Exhaust systems are an often-under-appreciated area of marine technology, even though they are an integral part of any vessel, including a superyacht. Over the years, marine exhaust technology has evolved from looking at land-based applications towards far more specialised approaches.
A brief explanation of marine exhaust systems
Despite the integral function that exhaust systems play in marine vessels, such systems are often overlooked and few are familiar with their basic functions.
Wet exhaust systems, which is what the majority of personal vessels use, work by injecting cooling water (usually salt water) into the exhaust pipe in order to both cool the system and muffle the noise generated by the engine.
Taking advantage of water’s sound attenuating and heat-absorbing qualities was an obvious solution though some marine vessels do use dry exhaust systems.
Underwater and overwater systems
Overwater marine exhausts were the most common ones a few decades ago. Such systems were designed by looking at similar land-based applications and determining that they could be sufficient enough for use on marine vessels.
Above-water exhaust systems are still in use today though they have also evolved quite a bit.
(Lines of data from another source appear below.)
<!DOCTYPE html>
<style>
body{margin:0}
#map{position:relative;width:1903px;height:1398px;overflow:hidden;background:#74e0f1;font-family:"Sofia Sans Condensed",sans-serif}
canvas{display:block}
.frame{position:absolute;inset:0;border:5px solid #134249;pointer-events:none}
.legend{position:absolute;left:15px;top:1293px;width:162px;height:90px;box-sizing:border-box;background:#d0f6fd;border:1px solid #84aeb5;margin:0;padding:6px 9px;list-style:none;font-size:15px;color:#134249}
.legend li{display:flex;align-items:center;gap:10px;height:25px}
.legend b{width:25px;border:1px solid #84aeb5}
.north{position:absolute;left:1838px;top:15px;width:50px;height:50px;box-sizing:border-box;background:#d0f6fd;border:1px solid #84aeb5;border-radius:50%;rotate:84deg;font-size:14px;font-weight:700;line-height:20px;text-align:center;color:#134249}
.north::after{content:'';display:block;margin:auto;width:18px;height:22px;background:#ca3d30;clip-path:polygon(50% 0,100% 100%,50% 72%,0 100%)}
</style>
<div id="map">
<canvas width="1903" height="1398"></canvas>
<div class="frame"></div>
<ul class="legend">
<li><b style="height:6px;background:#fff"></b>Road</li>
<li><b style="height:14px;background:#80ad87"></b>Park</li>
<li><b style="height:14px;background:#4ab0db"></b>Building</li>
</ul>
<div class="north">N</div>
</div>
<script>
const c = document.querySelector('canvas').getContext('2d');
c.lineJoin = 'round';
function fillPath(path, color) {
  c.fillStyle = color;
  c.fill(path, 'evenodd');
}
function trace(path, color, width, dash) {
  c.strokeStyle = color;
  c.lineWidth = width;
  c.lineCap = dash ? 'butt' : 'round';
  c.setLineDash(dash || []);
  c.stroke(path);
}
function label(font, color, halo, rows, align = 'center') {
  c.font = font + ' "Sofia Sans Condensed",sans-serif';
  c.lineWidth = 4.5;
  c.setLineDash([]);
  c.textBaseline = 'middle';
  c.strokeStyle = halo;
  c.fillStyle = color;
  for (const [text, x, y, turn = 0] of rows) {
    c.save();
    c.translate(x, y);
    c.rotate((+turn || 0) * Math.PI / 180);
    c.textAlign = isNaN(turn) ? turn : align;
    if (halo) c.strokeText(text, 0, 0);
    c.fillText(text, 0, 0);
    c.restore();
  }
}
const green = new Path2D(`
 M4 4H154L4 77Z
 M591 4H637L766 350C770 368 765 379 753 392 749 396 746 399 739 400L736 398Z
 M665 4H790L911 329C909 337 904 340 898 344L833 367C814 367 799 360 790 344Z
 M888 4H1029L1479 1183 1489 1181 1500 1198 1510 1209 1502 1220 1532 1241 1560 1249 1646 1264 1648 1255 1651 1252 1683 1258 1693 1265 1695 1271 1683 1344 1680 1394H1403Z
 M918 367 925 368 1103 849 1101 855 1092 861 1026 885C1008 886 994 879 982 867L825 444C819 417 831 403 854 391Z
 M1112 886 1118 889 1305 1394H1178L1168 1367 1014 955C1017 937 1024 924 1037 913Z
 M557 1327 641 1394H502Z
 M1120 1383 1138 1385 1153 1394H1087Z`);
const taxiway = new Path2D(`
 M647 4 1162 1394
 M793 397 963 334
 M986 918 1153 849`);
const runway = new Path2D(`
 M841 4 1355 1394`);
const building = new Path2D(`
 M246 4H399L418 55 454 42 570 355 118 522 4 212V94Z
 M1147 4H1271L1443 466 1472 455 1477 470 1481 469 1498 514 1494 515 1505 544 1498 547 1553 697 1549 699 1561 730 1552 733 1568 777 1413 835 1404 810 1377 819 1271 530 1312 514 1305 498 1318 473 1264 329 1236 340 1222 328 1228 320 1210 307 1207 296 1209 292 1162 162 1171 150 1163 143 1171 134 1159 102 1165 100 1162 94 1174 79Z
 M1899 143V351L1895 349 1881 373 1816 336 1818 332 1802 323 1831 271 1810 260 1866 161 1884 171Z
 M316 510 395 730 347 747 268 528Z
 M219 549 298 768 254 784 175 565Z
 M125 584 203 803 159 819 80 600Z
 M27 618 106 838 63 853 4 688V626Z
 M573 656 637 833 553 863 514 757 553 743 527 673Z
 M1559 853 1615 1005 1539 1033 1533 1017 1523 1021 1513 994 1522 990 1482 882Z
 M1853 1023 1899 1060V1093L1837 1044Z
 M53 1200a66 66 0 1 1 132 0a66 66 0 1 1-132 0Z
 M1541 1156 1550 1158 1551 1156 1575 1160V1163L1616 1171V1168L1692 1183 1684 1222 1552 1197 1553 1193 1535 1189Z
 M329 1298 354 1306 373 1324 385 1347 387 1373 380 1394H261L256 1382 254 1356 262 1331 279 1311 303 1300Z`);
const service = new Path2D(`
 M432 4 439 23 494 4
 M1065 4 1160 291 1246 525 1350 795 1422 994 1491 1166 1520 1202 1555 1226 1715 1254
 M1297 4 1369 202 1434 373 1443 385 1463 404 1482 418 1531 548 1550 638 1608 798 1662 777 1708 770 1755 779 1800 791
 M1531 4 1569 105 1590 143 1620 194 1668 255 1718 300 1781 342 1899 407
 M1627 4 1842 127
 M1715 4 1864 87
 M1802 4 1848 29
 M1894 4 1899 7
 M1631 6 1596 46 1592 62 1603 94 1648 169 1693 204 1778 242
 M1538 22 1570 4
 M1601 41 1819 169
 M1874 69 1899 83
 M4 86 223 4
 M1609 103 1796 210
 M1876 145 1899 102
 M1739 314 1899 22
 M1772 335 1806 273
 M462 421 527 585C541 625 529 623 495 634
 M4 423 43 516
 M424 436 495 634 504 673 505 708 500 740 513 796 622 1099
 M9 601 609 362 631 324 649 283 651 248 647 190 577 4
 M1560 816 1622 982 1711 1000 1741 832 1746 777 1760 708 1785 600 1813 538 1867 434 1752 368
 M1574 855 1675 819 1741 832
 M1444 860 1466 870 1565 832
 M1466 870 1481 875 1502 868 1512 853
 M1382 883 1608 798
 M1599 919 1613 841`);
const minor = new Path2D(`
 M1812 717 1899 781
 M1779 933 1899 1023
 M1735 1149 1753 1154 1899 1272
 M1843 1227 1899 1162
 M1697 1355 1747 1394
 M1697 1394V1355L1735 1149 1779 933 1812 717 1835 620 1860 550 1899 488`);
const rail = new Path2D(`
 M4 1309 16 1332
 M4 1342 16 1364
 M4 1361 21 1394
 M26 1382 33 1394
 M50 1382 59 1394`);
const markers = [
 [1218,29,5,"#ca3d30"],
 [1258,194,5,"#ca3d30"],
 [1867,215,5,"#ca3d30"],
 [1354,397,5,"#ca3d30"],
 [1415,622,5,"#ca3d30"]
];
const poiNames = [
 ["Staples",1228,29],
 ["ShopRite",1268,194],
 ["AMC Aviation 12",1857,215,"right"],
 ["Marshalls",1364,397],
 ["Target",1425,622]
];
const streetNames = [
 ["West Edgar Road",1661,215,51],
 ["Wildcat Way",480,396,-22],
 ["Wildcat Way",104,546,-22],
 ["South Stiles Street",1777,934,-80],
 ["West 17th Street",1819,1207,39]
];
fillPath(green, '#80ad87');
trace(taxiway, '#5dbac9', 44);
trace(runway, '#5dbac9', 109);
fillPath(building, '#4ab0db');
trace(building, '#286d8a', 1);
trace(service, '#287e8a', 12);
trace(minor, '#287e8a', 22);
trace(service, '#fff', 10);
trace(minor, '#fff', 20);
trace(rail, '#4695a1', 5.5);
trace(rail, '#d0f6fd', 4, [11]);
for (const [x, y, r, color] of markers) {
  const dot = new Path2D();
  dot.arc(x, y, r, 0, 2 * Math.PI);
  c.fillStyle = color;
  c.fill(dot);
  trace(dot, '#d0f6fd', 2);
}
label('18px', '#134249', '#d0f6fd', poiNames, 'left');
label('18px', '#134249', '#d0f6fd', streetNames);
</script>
For example, dedicated mufflers for marine exhausts have been designed by several companies such as Sounddown.
Exhaust silencers in overwater systems are absolutely necessary to ensure that the systems can be quiet and that the backpressure can be sufficiently low.
Underwater systems are also widely used and innovations in that industry continue to this day. Such systems have been used for decades, with various manufacturers focusing entirely on them instead of the traditional above-water exhausts.
For instance, Von’Widmann Designs are adamant about the advantages of underwater systems. One particular area in which such systems provide a more efficient approach is backpressure.
High backpressure can have quite a negative effect on engine performance and lifespan because of several factors such as increased pumping work and higher temperatures, which can damage many of the components over a period of time.
Underwater systems provide a lot more control over such effects. For instance, MarQuip has developed a system that provides complete backpressure control. Their system uses a scoop which is personalised for each exhaust pipe.
Adjusting the backpressure is as simple as adjusting the calculations or applying the scoop, something which can be accomplished in any dock or even on the go with the appropriate equipment on board.
An exhaust system is almost like its own ecosystem with several different components contributing for maximum efficiency. For example, a great exhaust pipe without a decent muffler will be incredibly noisy, something which can truly disturb a smooth sailing experience.
Even more importantly, the components for each system have to work in perfect harmony with each other otherwise there is a high risk of damaging the entire system and the engine.
In superyachts, each of those systems is designed specifically for each vessel. Equipping such a system with stock, factory components would be huge mistake because each system has to be perfectly adjusted.
For those reasons, custom units are of the utmost importance in superyachts. Innovations in this industry are certainly welcome but only if they can prove to be more efficient than traditional systems.
After all, no one wants an engine that does not work or an exhaust pipe that endangers the entire system, especially when they are miles away from the nearest coast.